↓↓↓

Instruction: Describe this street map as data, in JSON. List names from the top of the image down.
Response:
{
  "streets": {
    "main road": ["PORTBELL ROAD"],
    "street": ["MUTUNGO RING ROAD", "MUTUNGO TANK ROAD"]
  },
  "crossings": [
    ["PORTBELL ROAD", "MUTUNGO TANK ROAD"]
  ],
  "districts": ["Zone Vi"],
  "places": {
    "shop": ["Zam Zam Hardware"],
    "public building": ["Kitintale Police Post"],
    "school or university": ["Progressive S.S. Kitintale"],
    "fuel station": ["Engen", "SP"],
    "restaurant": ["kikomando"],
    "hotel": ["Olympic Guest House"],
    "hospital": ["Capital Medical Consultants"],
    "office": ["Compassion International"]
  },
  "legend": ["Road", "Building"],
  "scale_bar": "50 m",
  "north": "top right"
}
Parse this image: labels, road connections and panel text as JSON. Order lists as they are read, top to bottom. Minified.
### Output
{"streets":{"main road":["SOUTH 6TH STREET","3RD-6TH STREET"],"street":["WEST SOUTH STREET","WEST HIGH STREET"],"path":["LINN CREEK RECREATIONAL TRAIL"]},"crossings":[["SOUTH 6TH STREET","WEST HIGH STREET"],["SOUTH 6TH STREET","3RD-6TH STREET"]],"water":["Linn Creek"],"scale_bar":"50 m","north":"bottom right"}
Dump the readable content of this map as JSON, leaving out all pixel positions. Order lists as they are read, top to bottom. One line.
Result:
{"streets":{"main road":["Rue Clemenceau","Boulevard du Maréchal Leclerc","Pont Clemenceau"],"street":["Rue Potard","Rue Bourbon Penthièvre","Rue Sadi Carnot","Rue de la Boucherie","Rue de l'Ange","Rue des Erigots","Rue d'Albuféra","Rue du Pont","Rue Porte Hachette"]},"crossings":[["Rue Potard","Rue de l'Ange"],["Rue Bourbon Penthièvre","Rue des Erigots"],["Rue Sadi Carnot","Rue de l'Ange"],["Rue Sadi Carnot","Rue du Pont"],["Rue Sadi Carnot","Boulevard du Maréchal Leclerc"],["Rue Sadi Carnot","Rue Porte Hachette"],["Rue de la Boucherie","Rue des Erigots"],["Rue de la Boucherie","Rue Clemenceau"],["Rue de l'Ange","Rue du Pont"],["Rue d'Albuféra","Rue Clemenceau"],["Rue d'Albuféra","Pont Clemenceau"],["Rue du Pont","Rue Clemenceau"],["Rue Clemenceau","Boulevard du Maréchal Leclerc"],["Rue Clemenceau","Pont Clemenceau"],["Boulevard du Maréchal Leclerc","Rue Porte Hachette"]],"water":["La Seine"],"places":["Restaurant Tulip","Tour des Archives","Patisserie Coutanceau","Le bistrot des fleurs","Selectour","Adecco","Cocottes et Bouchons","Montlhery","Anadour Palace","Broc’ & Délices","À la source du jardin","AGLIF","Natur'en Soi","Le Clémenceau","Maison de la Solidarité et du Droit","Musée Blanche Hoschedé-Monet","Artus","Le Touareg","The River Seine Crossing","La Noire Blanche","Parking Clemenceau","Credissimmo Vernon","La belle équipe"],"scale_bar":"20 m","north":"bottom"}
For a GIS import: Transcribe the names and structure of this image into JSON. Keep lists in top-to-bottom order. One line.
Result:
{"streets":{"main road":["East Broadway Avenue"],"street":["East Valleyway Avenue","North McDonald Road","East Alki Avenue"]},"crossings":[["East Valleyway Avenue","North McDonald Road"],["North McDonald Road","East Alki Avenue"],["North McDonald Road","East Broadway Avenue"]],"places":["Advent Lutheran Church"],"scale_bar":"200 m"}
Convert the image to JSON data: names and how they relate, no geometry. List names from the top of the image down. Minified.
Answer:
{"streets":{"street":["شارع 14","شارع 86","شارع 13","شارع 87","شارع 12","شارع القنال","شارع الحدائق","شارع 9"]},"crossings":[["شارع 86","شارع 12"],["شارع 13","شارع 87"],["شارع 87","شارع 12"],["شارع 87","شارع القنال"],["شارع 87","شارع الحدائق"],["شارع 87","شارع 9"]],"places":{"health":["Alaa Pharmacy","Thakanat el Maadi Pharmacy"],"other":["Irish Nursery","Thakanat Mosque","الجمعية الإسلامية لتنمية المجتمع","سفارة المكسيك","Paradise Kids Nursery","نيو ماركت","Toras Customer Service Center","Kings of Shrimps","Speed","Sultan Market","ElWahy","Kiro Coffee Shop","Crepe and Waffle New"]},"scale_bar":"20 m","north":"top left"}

↑↑↑

__Task__
Retype word for word everything in the listing above from the line that holds "For a GIS import: Transcribe" down to the line that holds "Convert the image". Keep both end lines and leave out the rest.

__Response area__
For a GIS import: Transcribe the names and structure of this image into JSON. Keep lists in top-to-bottom order. One line.
Result:
{"streets":{"main road":["East Broadway Avenue"],"street":["East Valleyway Avenue","North McDonald Road","East Alki Avenue"]},"crossings":[["East Valleyway Avenue","North McDonald Road"],["North McDonald Road","East Alki Avenue"],["North McDonald Road","East Broadway Avenue"]],"places":["Advent Lutheran Church"],"scale_bar":"200 m"}
Convert the image to JSON data: names and how they relate, no geometry. List names from the top of the image down. Minified.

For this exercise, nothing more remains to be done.